Lead sulfide material

Xilingolite is a lead sulfide mineral with formula Pb_{3}Bi_{2}S_{6}. It has a hardness of 3, a metallic luster, and usually exhibits a lead-grey color. It is a dimorph of lillianite, exhibiting increased Pb-Bi order and decreased symmetry.

Its crystal system is monoclinic, with three axes of unequal length two of which are at an oblique angle to each other while the third axis is perpendicular to the plane formed by the other two. Xilingolite is opaque, meaning that its internal structure does not allow for light to be transmitted through it. The mineral also exhibits white to blue-tinted-white pleochroism under reflected light.

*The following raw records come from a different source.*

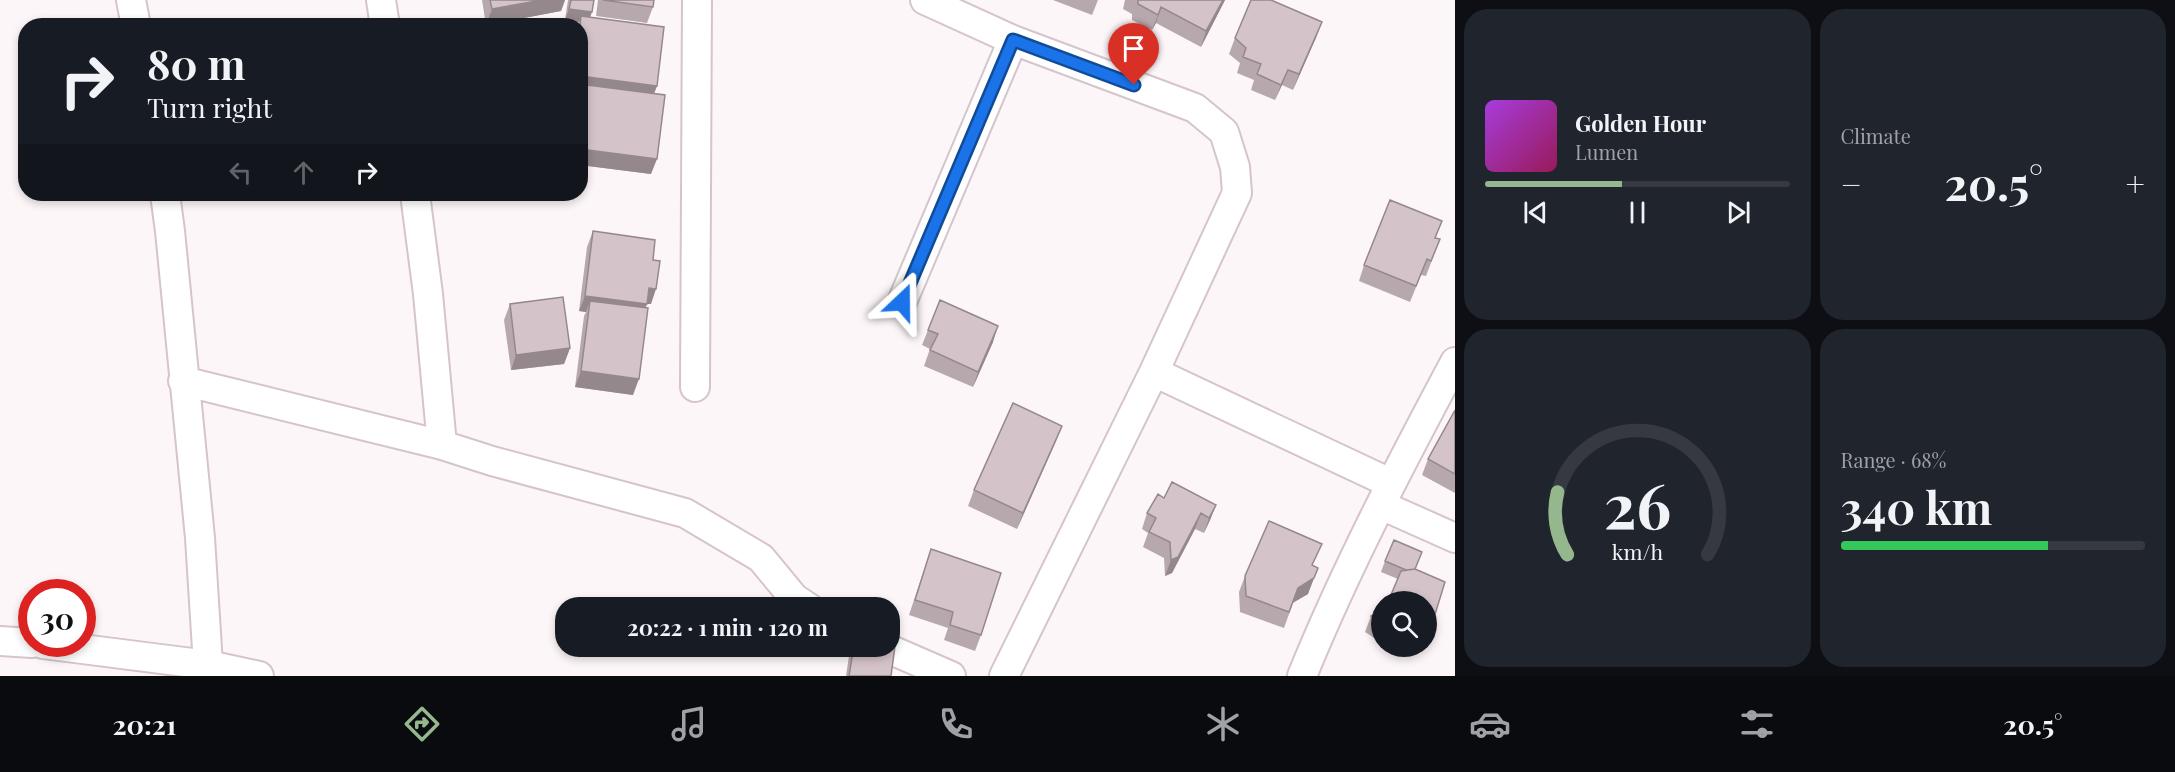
<!DOCTYPE html>
<meta charset="utf-8">
<style>
body{margin:0;font-family:"Playfair Display",serif;background:#20242c;color:#f1f3f6;height:100vh;display:flex;flex-direction:column;font-size:22px;white-space:nowrap}
*{box-sizing:border-box;margin:0}
p{font-size:20px;color:#9ea1a6}
.icon{flex:none;width:33px;height:33px;fill:none;stroke:currentColor;stroke-width:2;stroke-linecap:round;stroke-linejoin:round}
.map{position:relative;flex:1;overflow:hidden}
.side{display:flex;flex-direction:column;gap:9px;padding:9px;background:#0d0f14;width:720px}
.side>*{flex:none}
.banner{position:absolute;left:18px;top:18px;width:570px;height:183px;border-radius:24px;box-shadow:0 3px 9px #0003;background:#171b24;color:#f1f3f6;overflow:hidden}
.buttons{position:absolute;left:1371px;top:591px;display:grid;gap:12px}
.buttons a{display:grid;place-items:center;width:66px;height:66px;border-radius:50%;background:#171b24;box-shadow:0 3px 9px #0003;font-size:30px}
.speed{position:absolute;left:18px;top:579px;display:flex;gap:12px;font-size:30px;font-weight:700;text-align:center}
.speed>*{display:grid;place-content:center;width:78px;height:78px;border-radius:50%;background:#171b24;box-shadow:0 3px 9px #0003;line-height:1}
.speed .limit{border:9px solid #d22;background:#fff;color:#111}
.pin{position:absolute;display:grid;place-items:center;width:51px;height:51px;color:#fff;margin:-62px -26px;border-radius:50% 50% 50% 0;rotate:-45deg;box-shadow:0 0 6px #0007}
.pin .icon{rotate:45deg}
.me{position:absolute;width:66px;margin:-33px;rotate:23deg;stroke-linejoin:round;filter:drop-shadow(0 0 4px #0008)}
.turn{display:flex;align-items:center;gap:21px;height:126px;padding:0 30px;font-size:27px}
.turn .icon{width:78px;height:78px;stroke-width:2.5}
.turn b{display:block;font-size:42px;line-height:51px}
.lanes{display:flex;align-items:center;height:57px;padding:0 30px;background:#0003;justify-content:center;gap:30px;direction:ltr}
.lanes .off{opacity:.35}
.big{font-size:45px;font-weight:700;line-height:1.1}
.side .tile{flex:1;display:flex;flex-direction:column;justify-content:center;gap:9px;min-width:0;padding:0 21px;border-radius:24px;background:#20242c}
.side .dial{align-items:center;gap:0}
.dial svg{height:156px;overflow:visible;fill:none;stroke:#363941;stroke-width:7;stroke-linecap:round;text-anchor:middle}
.dial text{fill:#f1f3f6;stroke:none}
.song{display:flex;align-items:center;gap:18px}
.cover{width:72px;height:72px;border-radius:9px;background:linear-gradient(135deg,hsl(280 70% 55%),hsl(330 70% 35%))}
.played{height:6px;border-radius:3px;background:linear-gradient(90deg,#94b78e 45%,#363941 45%)}
.keys{display:flex;justify-content:space-around;direction:ltr}
.heat{display:flex;justify-content:space-between;align-items:center;font-size:33px;direction:ltr}
.charge{height:9px;border-radius:4px;background:linear-gradient(90deg,#34c759 68%,#363941 0)}
.side .tiles{flex:1;display:grid;gap:9px;grid-template-columns:repeat(2,1fr)}
.trip{position:absolute;left:555px;top:597px;width:345px;height:60px;border-radius:24px;background:#171b24;box-shadow:0 3px 9px #0003;font-weight:700;line-height:60px;text-align:center}
.menu{display:flex;height:96px;justify-content:space-around;align-items:center;background:#090b0e;color:#9ea1a6}
.menu .icon{width:42px;height:42px}
.menu .current{color:#94b78e}
.menu b{font-size:27px;color:#f1f3f6}
main{display:flex;flex:1;min-height:0}
.map>svg:first-child{display:block}
</style>
<main>
<div class="map">
<svg width="1455" height="676" viewBox="0 0 1455 676">
<rect width="100%" height="100%" fill="#fdf6f9"/>
<g fill="none" stroke-linecap="round" stroke-linejoin="round">
<g stroke="#d6c4cb" stroke-width="32">
<path id="minor" d="M131,0L136,26
M381,0L385,26
M925,0L1013,40L1195,108L1224,132L1235,167L1237,193L1154,372L1004,676
M165,194L170,231L200,538L208,665
M415,194L428,294L442,445
M902,302L1013,40
M1154,372L1390,483
M183,381L442,445L492,461L685,513L761,558L794,598L809,608
M695,387L697,0
M1381,505L1455,538
M0,641L32,643
M43,644L208,665L259,676
M882,646L951,676
M1302,676C1346,568 1400,465 1455,362"/>
</g>
<use href="#minor" stroke="#fff" stroke-width="28"/>
</g>
<path fill="#b7a8ae" d="M482,0H565L561,11L486,25Z
M568,0H594L590,17L657,86L654,93L651,174L580,165V107L581,100L584,93L580,92V26H578L579,22L565,20Z
M598,0H654L653,7L647,23L596,16Z
M1053,0H1098L1092,15Z
M1125,0H1225L1201,47L1156,23L1152,30L1132,20V14L1123,9Z
M1322,22L1293,90L1282,85L1275,100L1251,90L1254,80L1237,73L1240,63L1229,54L1235,38Z
M593,231L653,260L651,304H647L645,308L633,395L575,387L584,316L586,312L579,311L587,247Z
M1436,238L1440,239L1434,255L1426,276L1421,275L1410,302L1359,281L1364,265Z
M510,304L570,348L564,364L511,370L504,320Z
M928,330L993,342L973,387L924,366L930,349L922,345Z
M1455,410V493L1422,475L1428,459Z
M1056,441L1017,529L968,506L974,490Z
M1164,498L1216,505L1210,520L1204,533L1195,529L1172,573L1165,576L1164,558L1143,547L1148,533L1142,529L1147,513Z
M931,549L981,635L975,651L944,640L948,628L909,615Z
M1422,552L1398,579L1381,572L1385,561Z
M1313,565L1308,594L1293,603L1284,628L1240,612L1239,592L1245,576Z
M1382,609V643L1365,632L1371,616Z
M852,646H890L891,676H846L849,656Z
M1386,646H1420L1417,651L1396,653Z"/>
<path fill="#95888d" d="M542,0H565L561,11L486,25L492,9Z
M1223,0H1225L1201,47L1206,31Z
M1161,7L1156,23L1152,30L1158,15Z
M569,9L592,12L588,23L581,16L579,22L565,20Z
M1322,22L1316,38L1293,90L1299,74Z
M1288,70L1282,85L1275,100L1281,85Z
M580,76L657,86L651,101L587,85L584,93L580,92Z
M580,149L657,159L651,174L580,165Z
M649,288L656,289L651,304H647L641,320L590,301L586,312L579,311L585,296Z
M998,326L993,342L973,387L978,372Z
M570,348L564,364L511,370L516,355Z
M581,371L639,379L633,395L575,387Z
M1062,426L1056,441L1017,529L1023,513Z
M1216,505L1210,520L1204,533L1209,518Z
M1201,513L1195,529L1172,573L1165,576L1171,560Z
M1318,568L1308,594L1292,603L1298,588Z
M1433,621L1427,637L1426,638V630Z
M1398,646H1420L1417,651L1396,653Z"/>
<path fill="#d5c3ca" stroke="#95888d" stroke-width="1.5" d="M490,0H542L492,9Z
M571,0H594L592,12L569,9Z
M603,0H654L653,7Z
M1138,0H1223L1206,31L1161,7L1158,15L1138,4Z
M1251,0H1271L1322,22L1299,74L1288,70L1281,85L1257,74L1261,64L1243,57L1246,48L1235,38Z
M581,16L664,27L657,86L580,76V26Z
M587,85L665,95L657,159L580,149V136Z
M1390,200L1442,221L1435,238L1440,239L1431,261L1427,259L1416,286L1364,265Z
M593,231L655,240L653,260L660,261L656,289L649,288L647,304L585,296Z
M563,297L570,348L516,355L510,304Z
M940,300L998,326L978,372L930,350L938,334L928,330Z
M590,301L648,308L639,379L581,371Z
M1013,403L1062,426L1023,513L974,490Z
M1455,410V474L1428,459Z
M1172,482L1216,505L1209,518L1201,513L1178,557L1171,560L1170,542L1149,532L1156,518L1147,513L1158,494L1164,498Z
M1269,521L1322,544L1312,565L1318,568L1314,578L1298,588L1289,612L1246,596L1245,576Z
M1394,540L1422,552L1415,569L1406,570L1385,561Z
M931,549L1001,573L981,635L950,625L953,612L915,600Z
M1415,569L1445,582L1433,621L1426,630V602H1388L1401,571Z
M1382,609V624L1371,616Z
M890,645L895,646L891,676H849L854,646H890Z"/>
<g fill="none" stroke-linecap="round" stroke-linejoin="round">
<g stroke="#114b97" stroke-width="15">
<path id="route" d="M902,302L1013,40L1134,85"/>
</g>
<use href="#route" stroke="#1a73e8" stroke-width="10"/>
</g>
</svg>
<div class="buttons">
<a><svg class="icon" aria-label="search" viewBox="0 0 24 24"><circle cx="10" cy="10" r="6"/><path d="M15 15l6 6"/></svg></a>
</div>
<div class="speed"><div class="limit">30</div></div>
<div class="pin" style="left:1134px;top:85px;background:#d93025"><svg class="icon" aria-label="arrive" viewBox="0 0 24 24"><path d="M6 21V4h12l-3 4 3 4H6"/></svg></div>
<svg class="me" style="left:902px;top:302px" viewBox="-20 -20 40 40"><path d="M0-17L14 15 0 8-14 15z" fill="#1a73e8" stroke="#fff" stroke-width="4"/></svg>
<div class="trip">20:22 · 1 min · 120 m</div>
<div class="banner">
<div class="turn"><svg class="icon" aria-label="right" viewBox="0 0 24 24"><path d="M7 20v-9h11M14 6l5 5-5 5"/></svg><div><b>80 m</b>Turn right</div></div>
<div class="lanes"><svg class="icon off" aria-label="left" viewBox="0 0 24 24"><path d="M17 20v-9H6M10 6l-5 5 5 5"/></svg><svg class="icon off" aria-label="ahead" viewBox="0 0 24 24"><path d="M12 20V5M6 11l6-6 6 6"/></svg><svg class="icon" aria-label="right" viewBox="0 0 24 24"><path d="M7 20v-9h11M14 6l5 5-5 5"/></svg></div>
</div>
</div>
<section class="side">
<div class="tiles">
<div class="tile">
<div class="song"><i class="cover"></i><div><b>Golden Hour</b><p>Lumen</p></div></div>
<div class="played"></div>
<div class="keys"><svg class="icon" aria-label="previous" viewBox="0 0 24 24"><path d="M18 5L8 12l10 7zM5 5v14"/></svg><svg class="icon" aria-label="pause" viewBox="0 0 24 24"><path d="M8 5v14M16 5v14"/></svg><svg class="icon" aria-label="next" viewBox="0 0 24 24"><path d="M6 5l10 7-10 7zM19 5v14"/></svg></div>
</div>
<div class="tile"><p>Climate</p>
<div class="heat"><a>−</a><b class="big">20.5°</b><a>+</a></div>
</div>
<div class="tile dial"><svg viewBox="0 0 100 80">
<path d="M14 69A42 42 0 1 1 86 69"/>
<path d="M14 69A42 42 0 0 1 9 37" stroke="#94b78e"/>
<text x="50" y="56" font-size="32" font-weight="700">26</text>
<text x="50" y="72" font-size="11">km/h</text>
</svg></div>
<div class="tile"><p>Range · 68%</p><b class="big">340 km</b><div class="charge"></div></div>
</div>
</section>
</main>
<nav class="menu">
<b>20:21</b>
<svg class="icon current" aria-label="directions" viewBox="0 0 24 24"><path d="M12 3l9 9-9 9-9-9zM9 14v-3h6M13 9l2 2-2 2"/></svg>
<svg class="icon" aria-label="music" viewBox="0 0 24 24"><path d="M9 18V5l10-2v13"/><circle cx="6" cy="18" r="3"/><circle cx="16" cy="16" r="3"/></svg>
<svg class="icon" aria-label="phone" viewBox="0 0 24 24"><path d="M5 4h4l2 5-3 2q2 4 5 5l2-3 5 2v4C11 20 4 13 5 4z"/></svg>
<svg class="icon" aria-label="climate" viewBox="0 0 24 24"><path d="M12 3v18M4 7l16 10M4 17L20 7"/></svg>
<svg class="icon" aria-label="car" viewBox="0 0 24 24"><path d="M5 17H2v-5l4-1 3-4h7l3 4 3 1v5h-3M9 17h6M6 11h13"/><circle cx="7" cy="17" r="2"/><circle cx="17" cy="17" r="2"/></svg>
<svg class="icon" aria-label="filters" viewBox="0 0 24 24"><path d="M4 7h16M4 17h16"/><circle cx="9" cy="7" r="2"/><circle cx="15" cy="17" r="2"/></svg>
<b>20.5°</b>
</nav>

==Discovery and occurrence==

Xilingolite was first described in 1982 for an occurrence in an iron-rich skarn deposit in the Chaobuleng district of the Xilingoa League, Inner Mongolia Autonomous Region, China. Its name is derived from the locality in which it was originally found. Xilingolite is also known to occur in various localities in Valais, Switzerland. At the type locality it occurs associated with magnetite, sphalerite, pyrrhotite, pyrite, arsenopyrite, chalcopyrite, digenite, bornite, molybdenite, galena, native bismuth and bismuthinite.